Extremos

Via alternativa: publicizar

A falta desta visão alternativa aos polos faz com que a terceira via fique vazia, ora para um lado, ora para o outro, dos dois extremos. Um dos pontos dessa oscilação é a maneira como se enfrenta a questão das estatais

CRISTOVAM BUARQUE, professor emérito da Universidade de Brasília (UnB)

Faz anos que os analistas e militantes políticos denunciam e reclamam da política dividida em extremos e, por isso, tentam defender a ideia de uma terceira via, esquecendo que o problema dos polos não está em suas posições extremas, mas no fato que ambos são conservadores em suas posições antigas e nostálgicas. Estão obsoletos, não apresentam novas ideias para o futuro diferente que o progresso requer. Mais grave, a terceira via se limita a dizer que nem é de um lado nem é do outro, sem apresentar uma via alternativa. A política brasileira está dividida entre dois polos obsoletos e um centro vazio.

Um exemplo do obsoletismo está na visão, no lado que se considera esquerda, de que o bom funcionamento da economia depende da estratégia usada no século passado do controle e da tutela do Banco Central pelo Estado. Do outro lado, que se considera direita, a visão é ainda mais obsoleta do fim do papel do Estado na economia. No meio disso, a terceira via não apresenta uma alternativa para o papel do Estado na estratégia de crescimento econômico.

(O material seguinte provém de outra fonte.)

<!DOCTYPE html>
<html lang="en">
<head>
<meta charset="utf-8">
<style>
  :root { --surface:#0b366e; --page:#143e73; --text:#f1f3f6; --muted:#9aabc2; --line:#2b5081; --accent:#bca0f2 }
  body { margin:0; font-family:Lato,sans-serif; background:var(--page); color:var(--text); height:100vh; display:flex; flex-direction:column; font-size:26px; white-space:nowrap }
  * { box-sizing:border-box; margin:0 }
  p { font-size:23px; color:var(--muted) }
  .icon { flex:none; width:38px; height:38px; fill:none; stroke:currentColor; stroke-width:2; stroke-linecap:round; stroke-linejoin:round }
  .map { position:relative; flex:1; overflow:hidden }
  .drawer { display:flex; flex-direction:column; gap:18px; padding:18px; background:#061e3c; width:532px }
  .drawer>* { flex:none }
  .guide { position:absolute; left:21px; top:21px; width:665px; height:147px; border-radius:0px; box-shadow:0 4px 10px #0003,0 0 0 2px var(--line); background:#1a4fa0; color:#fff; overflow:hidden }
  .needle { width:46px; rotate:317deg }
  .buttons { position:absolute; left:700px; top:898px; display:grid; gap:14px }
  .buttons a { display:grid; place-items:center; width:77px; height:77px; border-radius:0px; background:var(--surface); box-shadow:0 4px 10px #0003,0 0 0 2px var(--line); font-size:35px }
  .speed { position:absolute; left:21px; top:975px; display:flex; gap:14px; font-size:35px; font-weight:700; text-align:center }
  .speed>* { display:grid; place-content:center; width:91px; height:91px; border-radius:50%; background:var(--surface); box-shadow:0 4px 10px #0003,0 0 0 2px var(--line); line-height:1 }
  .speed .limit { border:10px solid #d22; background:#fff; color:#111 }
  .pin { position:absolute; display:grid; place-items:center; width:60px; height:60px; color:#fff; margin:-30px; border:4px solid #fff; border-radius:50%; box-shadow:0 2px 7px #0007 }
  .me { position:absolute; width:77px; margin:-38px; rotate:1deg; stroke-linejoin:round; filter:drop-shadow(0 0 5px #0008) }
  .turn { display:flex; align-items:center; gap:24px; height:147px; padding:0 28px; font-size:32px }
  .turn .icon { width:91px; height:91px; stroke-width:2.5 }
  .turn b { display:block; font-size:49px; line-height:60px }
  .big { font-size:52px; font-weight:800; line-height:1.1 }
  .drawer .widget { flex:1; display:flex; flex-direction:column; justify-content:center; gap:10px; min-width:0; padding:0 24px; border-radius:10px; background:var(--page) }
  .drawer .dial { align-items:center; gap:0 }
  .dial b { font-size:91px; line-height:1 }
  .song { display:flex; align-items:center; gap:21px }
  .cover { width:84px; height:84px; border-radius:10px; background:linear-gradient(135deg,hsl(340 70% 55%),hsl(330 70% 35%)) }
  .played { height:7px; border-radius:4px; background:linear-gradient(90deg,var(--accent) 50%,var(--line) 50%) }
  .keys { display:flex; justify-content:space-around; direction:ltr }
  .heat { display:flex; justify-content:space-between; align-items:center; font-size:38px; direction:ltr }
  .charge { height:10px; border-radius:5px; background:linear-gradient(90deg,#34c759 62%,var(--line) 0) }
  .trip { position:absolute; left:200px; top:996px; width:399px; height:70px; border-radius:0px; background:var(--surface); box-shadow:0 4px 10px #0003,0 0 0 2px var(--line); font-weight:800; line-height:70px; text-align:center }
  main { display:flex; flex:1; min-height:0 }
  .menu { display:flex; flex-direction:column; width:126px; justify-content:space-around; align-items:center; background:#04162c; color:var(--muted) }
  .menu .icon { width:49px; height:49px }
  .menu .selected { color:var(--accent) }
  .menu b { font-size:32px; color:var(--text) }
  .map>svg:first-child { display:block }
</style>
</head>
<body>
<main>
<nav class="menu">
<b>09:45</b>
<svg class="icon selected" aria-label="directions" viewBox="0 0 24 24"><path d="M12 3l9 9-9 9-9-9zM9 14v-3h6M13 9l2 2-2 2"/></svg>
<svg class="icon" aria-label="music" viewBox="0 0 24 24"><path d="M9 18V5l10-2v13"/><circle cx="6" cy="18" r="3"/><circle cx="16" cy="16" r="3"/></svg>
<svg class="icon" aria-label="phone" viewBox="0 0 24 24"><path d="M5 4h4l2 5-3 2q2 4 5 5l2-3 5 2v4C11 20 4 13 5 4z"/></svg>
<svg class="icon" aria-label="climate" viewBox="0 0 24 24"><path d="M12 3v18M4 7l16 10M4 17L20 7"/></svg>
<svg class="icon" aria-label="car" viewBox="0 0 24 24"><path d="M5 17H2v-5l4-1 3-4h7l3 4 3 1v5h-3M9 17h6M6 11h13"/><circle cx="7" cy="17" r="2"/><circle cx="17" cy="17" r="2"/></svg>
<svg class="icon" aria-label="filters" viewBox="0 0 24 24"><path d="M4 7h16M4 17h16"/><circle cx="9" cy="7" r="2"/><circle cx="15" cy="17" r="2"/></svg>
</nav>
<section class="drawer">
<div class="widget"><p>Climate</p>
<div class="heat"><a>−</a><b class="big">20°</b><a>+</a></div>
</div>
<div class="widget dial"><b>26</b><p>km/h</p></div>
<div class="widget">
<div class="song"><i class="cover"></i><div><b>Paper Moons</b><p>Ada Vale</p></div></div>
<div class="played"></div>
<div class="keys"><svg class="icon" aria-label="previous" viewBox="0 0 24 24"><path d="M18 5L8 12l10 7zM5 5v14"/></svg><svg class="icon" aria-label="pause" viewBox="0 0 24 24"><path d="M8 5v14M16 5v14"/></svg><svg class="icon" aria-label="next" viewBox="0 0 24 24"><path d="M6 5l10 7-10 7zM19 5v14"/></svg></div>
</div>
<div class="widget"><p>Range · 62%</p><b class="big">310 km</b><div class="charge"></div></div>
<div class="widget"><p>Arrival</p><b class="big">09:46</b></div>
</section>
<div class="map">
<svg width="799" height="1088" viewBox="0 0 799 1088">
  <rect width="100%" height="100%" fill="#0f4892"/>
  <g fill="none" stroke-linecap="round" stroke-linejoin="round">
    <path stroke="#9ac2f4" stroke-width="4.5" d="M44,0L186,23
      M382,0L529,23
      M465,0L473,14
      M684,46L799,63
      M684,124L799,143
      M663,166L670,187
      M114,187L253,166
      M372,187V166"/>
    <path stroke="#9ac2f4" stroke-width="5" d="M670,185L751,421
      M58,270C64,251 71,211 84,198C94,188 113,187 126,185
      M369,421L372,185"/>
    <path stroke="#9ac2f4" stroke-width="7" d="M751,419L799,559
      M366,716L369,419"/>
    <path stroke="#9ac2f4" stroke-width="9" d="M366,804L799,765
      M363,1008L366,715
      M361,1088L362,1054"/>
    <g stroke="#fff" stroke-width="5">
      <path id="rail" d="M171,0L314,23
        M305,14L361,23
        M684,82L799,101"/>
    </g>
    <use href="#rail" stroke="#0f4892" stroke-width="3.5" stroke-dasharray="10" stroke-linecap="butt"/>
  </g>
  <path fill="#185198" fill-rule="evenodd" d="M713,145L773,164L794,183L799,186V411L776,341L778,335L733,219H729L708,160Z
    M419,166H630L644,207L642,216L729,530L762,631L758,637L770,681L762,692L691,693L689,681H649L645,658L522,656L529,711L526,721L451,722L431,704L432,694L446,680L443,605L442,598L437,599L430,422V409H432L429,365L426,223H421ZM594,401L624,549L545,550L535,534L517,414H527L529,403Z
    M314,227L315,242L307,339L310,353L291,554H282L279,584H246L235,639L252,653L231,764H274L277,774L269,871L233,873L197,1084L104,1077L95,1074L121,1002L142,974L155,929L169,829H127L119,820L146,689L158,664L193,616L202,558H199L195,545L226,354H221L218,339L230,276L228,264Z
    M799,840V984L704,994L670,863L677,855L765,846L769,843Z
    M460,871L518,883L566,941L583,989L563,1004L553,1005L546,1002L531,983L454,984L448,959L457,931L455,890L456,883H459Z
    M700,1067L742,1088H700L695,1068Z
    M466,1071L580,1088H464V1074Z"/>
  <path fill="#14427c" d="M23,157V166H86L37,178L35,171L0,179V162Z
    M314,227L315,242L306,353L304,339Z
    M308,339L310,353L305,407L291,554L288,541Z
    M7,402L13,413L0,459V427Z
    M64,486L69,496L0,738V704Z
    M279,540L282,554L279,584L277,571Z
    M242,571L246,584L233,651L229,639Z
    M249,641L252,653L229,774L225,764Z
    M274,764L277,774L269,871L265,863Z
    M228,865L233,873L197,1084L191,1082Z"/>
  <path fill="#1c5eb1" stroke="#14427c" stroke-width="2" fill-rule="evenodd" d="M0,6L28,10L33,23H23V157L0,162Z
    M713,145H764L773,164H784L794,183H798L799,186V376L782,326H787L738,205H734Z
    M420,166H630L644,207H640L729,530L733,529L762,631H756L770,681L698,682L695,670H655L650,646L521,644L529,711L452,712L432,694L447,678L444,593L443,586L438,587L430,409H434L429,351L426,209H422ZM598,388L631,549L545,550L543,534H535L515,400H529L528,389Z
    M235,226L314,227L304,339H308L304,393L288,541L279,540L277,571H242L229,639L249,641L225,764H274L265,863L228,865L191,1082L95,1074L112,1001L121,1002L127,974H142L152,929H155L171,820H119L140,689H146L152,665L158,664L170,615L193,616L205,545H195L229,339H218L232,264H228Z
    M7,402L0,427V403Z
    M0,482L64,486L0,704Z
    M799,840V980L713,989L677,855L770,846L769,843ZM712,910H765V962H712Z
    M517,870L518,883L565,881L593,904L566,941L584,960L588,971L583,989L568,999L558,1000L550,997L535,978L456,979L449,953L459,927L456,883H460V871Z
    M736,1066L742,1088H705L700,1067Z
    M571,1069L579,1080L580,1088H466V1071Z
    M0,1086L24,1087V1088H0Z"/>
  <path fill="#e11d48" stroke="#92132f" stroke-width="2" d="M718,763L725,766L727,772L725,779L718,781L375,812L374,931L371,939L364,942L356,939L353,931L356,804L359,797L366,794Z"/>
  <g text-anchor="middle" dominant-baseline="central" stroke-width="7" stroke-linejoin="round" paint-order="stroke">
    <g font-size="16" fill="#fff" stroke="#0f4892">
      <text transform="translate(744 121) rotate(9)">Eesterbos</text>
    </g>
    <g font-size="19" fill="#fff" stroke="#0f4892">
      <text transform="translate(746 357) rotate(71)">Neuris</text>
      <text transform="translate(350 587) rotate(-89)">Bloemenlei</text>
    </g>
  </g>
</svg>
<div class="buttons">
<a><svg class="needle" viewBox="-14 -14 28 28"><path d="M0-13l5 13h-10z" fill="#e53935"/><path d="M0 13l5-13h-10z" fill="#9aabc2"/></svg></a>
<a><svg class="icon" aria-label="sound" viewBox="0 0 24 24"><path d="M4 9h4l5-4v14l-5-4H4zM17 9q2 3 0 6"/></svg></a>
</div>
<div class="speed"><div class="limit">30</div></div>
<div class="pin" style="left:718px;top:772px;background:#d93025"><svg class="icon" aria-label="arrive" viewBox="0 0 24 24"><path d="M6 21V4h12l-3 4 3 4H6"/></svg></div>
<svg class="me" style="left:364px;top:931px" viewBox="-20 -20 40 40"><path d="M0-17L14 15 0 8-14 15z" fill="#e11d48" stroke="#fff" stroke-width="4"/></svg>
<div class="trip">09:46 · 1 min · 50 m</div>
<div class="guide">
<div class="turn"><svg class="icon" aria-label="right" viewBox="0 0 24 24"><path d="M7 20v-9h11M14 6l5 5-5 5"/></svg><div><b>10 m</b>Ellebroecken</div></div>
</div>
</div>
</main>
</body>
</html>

A falta desta visão alternativa aos polos faz com que a terceira via fique vazia, ora para um lado, ora para o outro, dos dois extremos. Um dos pontos dessa oscilação é a maneira como se enfrenta a questão das estatais. Um polo defende, nostalgicamente, a manutenção delas, como se o Estado fosse sinônimo do público, e o setor privado fosse necessariamente contrário ao interesse público. O outro polo, ainda mais nostalgicamente, defende o tempo em que as estatais não existiam e propõe a privatização generalizada como condição para dinamizar a economia. No autointitulado centro, a terceira via não apresenta visão própria para o assunto e fica oscilando.

A calcificação das forças políticas em extremos deixa a política brasileira dividida entre privatizar as atuais empresas estatais, mesmo que isso tire delas o papel estratégico para o país, ou manter as estatais nas mãos do Estado, mesmo que elas sigam ineficientes, sem compromisso público e servindo aos interesses dos seus servidores e dos partidos no poder. Ainda reclamam dos eleitores que não se seduzem por uma terceira via que não diz o que propõe, em substituição aos extremos. O eleitor fica órfão de propostas.

Uma alternativa seria defender a submissão das empresas, privadas ou estatais, ao serviço de interesse do público e da nação. As empresas privadas com papel público graças a: eficiência na produção para atender às demandas da população, garantia de preços reduzidos pela competição livre no mercado, criação de emprego, pagamento de impostos, obtenção de lucros para aumentar a poupança e investimentos, inovar e dar qualidade ao produto e conquistar competitividade internacional. Ao contrário desse propósito de servir ao interesse público, muitos dos que defendem o setor privado querem: subsídios públicos para cobrir a ineficiência de suas empresas, pagar o mínimo ou mesmo sonegar impostos, usar o lucro para financiar consumos conspícuos de seus donos, sem preocupação com inovação e geração de emprego, aceitando desemprego e arrocho de salários, além da constante e perversa degradação social.

Por outro lado, os que defendem a estatização consideram que estatal é sinônimo de público e, com empreguismo, fecham os olhos à corrupção, à ineficiência e ao desrespeito com que os usuários dos serviços estatais são tratados. Consideram pública uma estatal já que está privatizada em benefício de seus dirigentes e servidores, tratam como público um hospital ou uma escola sem qualidade e sem atendimento correto a seus pacientes ou alunos. Usa-se até mesmo a nobre ideia de democracia para defender que a estatal pertence aos seus empregados, e não a todo o povo brasileiro. Além da miopia ideológica decorrente do vício de ver o interesse do público como sinônimo de estatal, o eleitoralismo e fisiologismo dos partidos impedem optar por eficiência sem corrupção, sem empreguismo e com compromisso das estatais com o povo brasileiro.

No lugar de reclamar da calcificação dos extremos, a via alternativa deve defender a publicização da atividade empresarial, algumas empresas servindo ao interesse público nas mãos do setor privado com eficiência, outras em mãos do Estado desde que servindo ao interesse público e não de seus servidores e dos políticos no poder. Mas é difícil pensar que uma acomodada terceira via se transforme em uma via alternativa. Provavelmente, ela vai continuar no vazio de um centro que reclama dos polos sem ter propostas próprias.